For ontology re-use:

The original source of an ontology must be credited according to the terms specified in the comment annotation of the ontology. Altered versions of an ontology that are not part of an official release (that is, by the ontology developers) must not be redistributed under the same name or with the same ontology IRI. If an individual term is reused without change to the definition, the original term IRI should be used. If the definition of a term (either text or logical) is changed, the original term IRI should not be reused. Suggestions for changes or improvements to term definitions should be submitted to the appropriate ontology issue tracker. Regardless of which license an ontology uses, we strongly request and recommend that any reuse of an ontology attributes the source in accordance with scientific norms and the OBO Citation and Attribution Policy.

For Ontology Providers:

  1. .owl files OBO Foundry Ontologies MUST specify the reuse constraints using the following annotations in any publically released OWL version of the ontology: dcterms:license - specifies the license - see Example 1 (below) rdfs:comment - specifies terms of reuse - see Example 1 (below) OBO Foundry Ontologies that host terms developed by an external group (but which are not part of an existing ontology) must credit the external group - see Examples (below) See below under ontology re-use for guidelines on importing individual terms from external ontologies.

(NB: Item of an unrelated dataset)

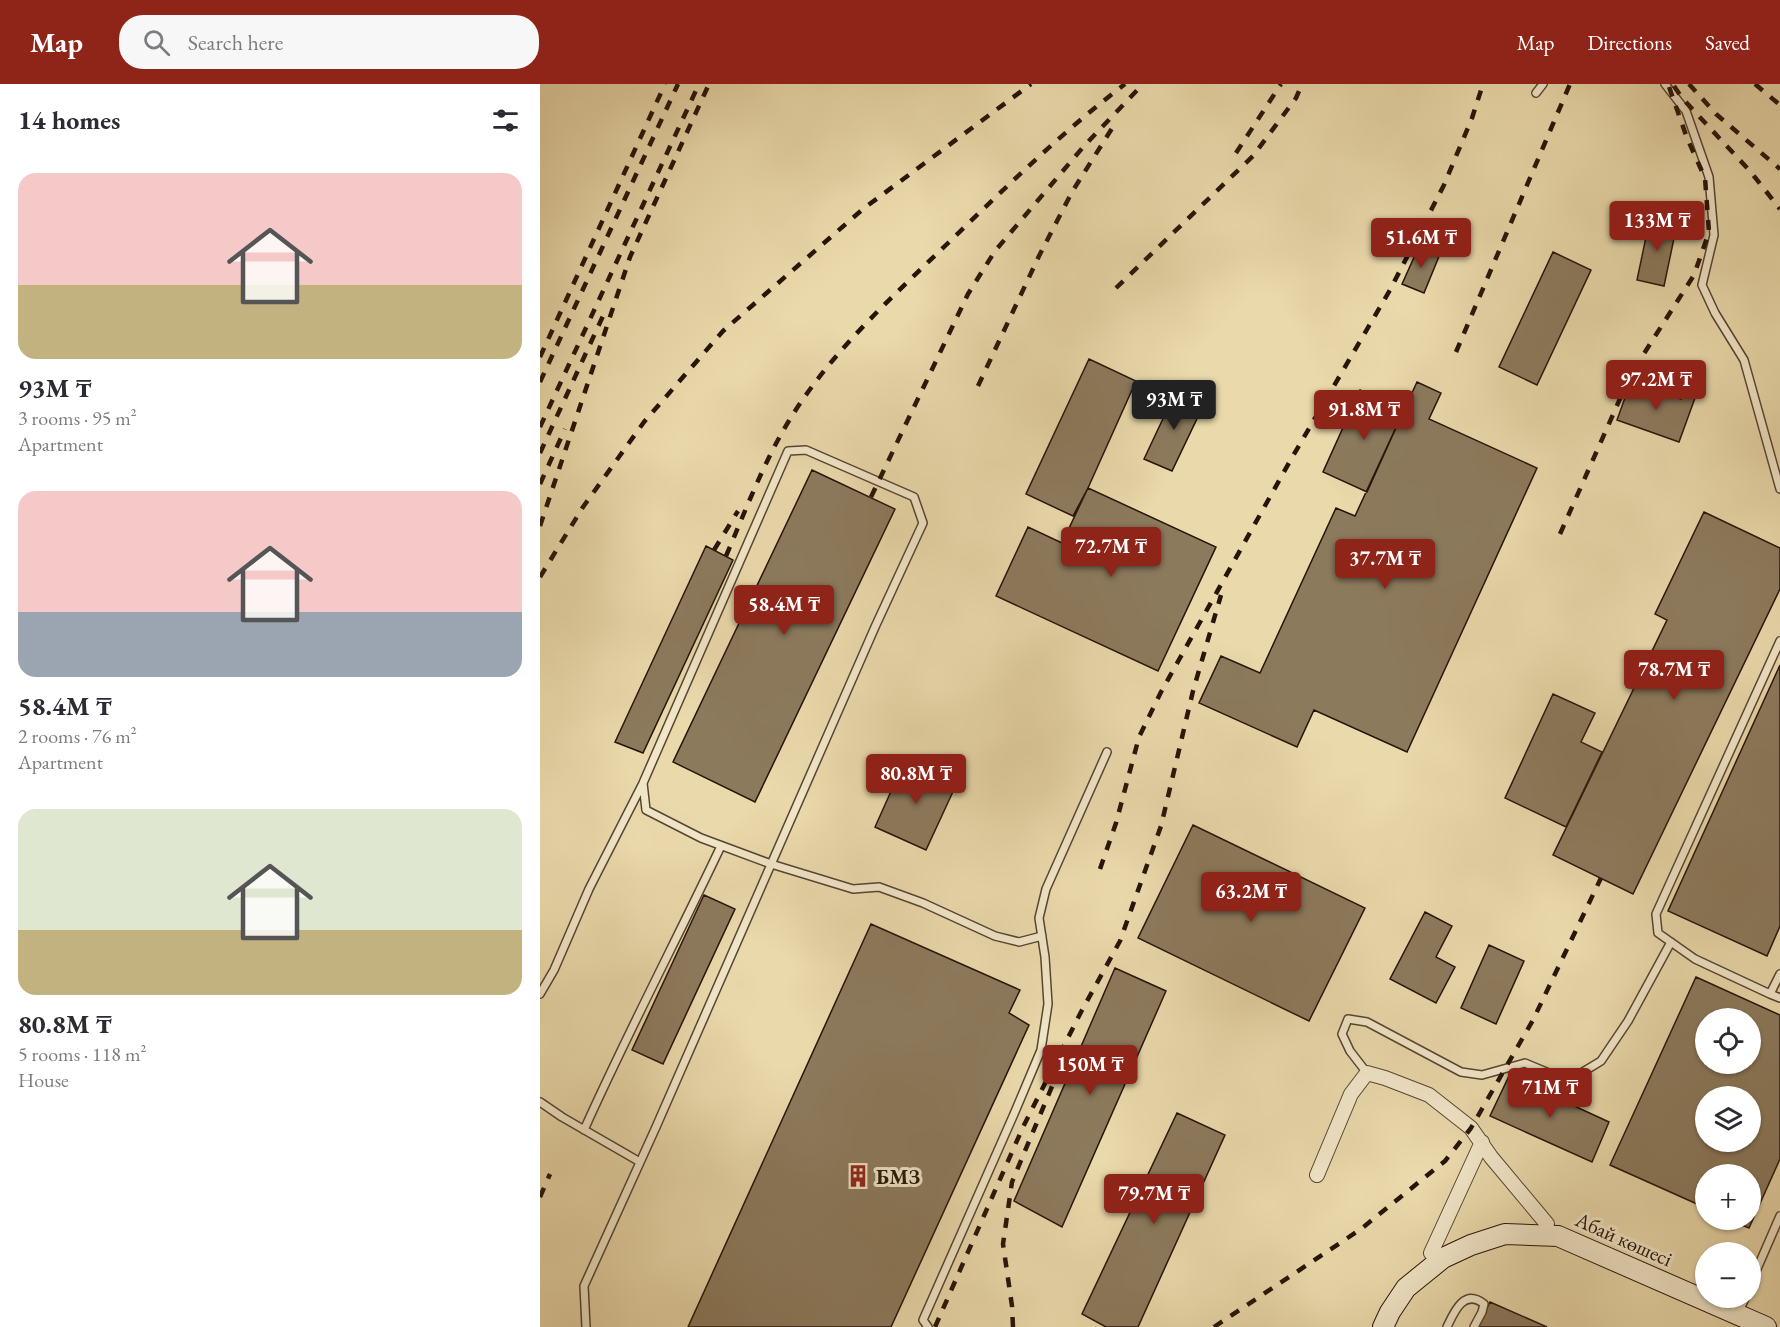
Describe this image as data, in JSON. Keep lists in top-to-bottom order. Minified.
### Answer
{"streets":{"street":["Абай көшесі"]},"places":{"building":["БМЗ"]},"page":{"header":"Map","search":"Search here","nav":["Map","Directions","Saved"],"heading":"14 homes","list":[{"name":"93M ₸","note":"3 rooms · 95 m² · Apartment"},{"name":"58.4M ₸","note":"2 rooms · 76 m² · Apartment"},{"name":"80.8M ₸","note":"5 rooms · 118 m² · House"}],"price":["133M ₸","51.6M ₸","97.2M ₸","93M ₸","91.8M ₸","72.7M ₸","37.7M ₸","58.4M ₸","78.7M ₸","80.8M ₸","63.2M ₸","150M ₸","71M ₸","79.7M ₸"],"map_buttons":["+","−"]}}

  2. .obo files OBO Foundry Ontologies must specify the reuse constraints using the following annotations in any publically released OBO version of the ontology: the license in a separate property annotation, which can be converted to a dc:license statement if the ontology is converted to OWL - see Example 2 (below) the reuse constraints using a comment in the official OBO version of the ontology - see Example 2 (below)

For Ontology re-use:

The attribution method for individual terms reused in another ontology (e.g., by MIREOT) is via use of their original IRI or ID - see Examples (below).

  1. In OWL - Any ontology re-using individual terms from another ontology should: re-use the original term IRI (which for OBO Foundry ontologies is generally in the form of an OBO Foundry PURL) use an IAO:imported from annotation http://purl.obolibrary.org/obo/IAO_0000412 on each imported term to link back to the group (i.e. ontology) maintaining it, where more information would be available about the license include any annotations for term or definition editors from the original ontology

  2. In OBO - Any ontology re-using individual terms from another ontology should: re-use the original term ID (of the form GO:0000001) include any XREFs to the original term editor(s) from the original ontology

Full ontologies:

The attribution method for importing an entire ontology in OWL is simply to import the ontology without modification. The attribution method for using an ontology for an analysis is to cite the ontology as requested by the ontology developers. If the developers have not specified how to cite their ontology, use the ontology IRI, a publication if available, and the ontology website if available.

Common Format (principle 2):

The ontology is made available in a common formal language in an accepted concrete syntax. A common format allows the maximum number of people to access and reuse an ontology. Here there is a distinction between how an ontology is developed and how it is presented for release. Developers are free to use whatever combination of technologies and formats is appropriate for development. However, the official owl PURL for the ontology must resolve to a syntactically valid OWL file in an RDF in RDF-XML syntax. Note: some groups publish an .obo version, and the OBO Foundry pipeline takes care of making the valid .owl file. See the FAQ for details. You may also submit the ontology for review as OBO. Note also that previously the recommendation was that ontologies may be available in Manchester syntax or OWL-XML, but since has been revised in order to make the official OWL release consumable by a wider variety of tools. Criteria for review: The ontology is available in at least one of the following formats: OBO Format, OWL or OWL2 RDF/XML.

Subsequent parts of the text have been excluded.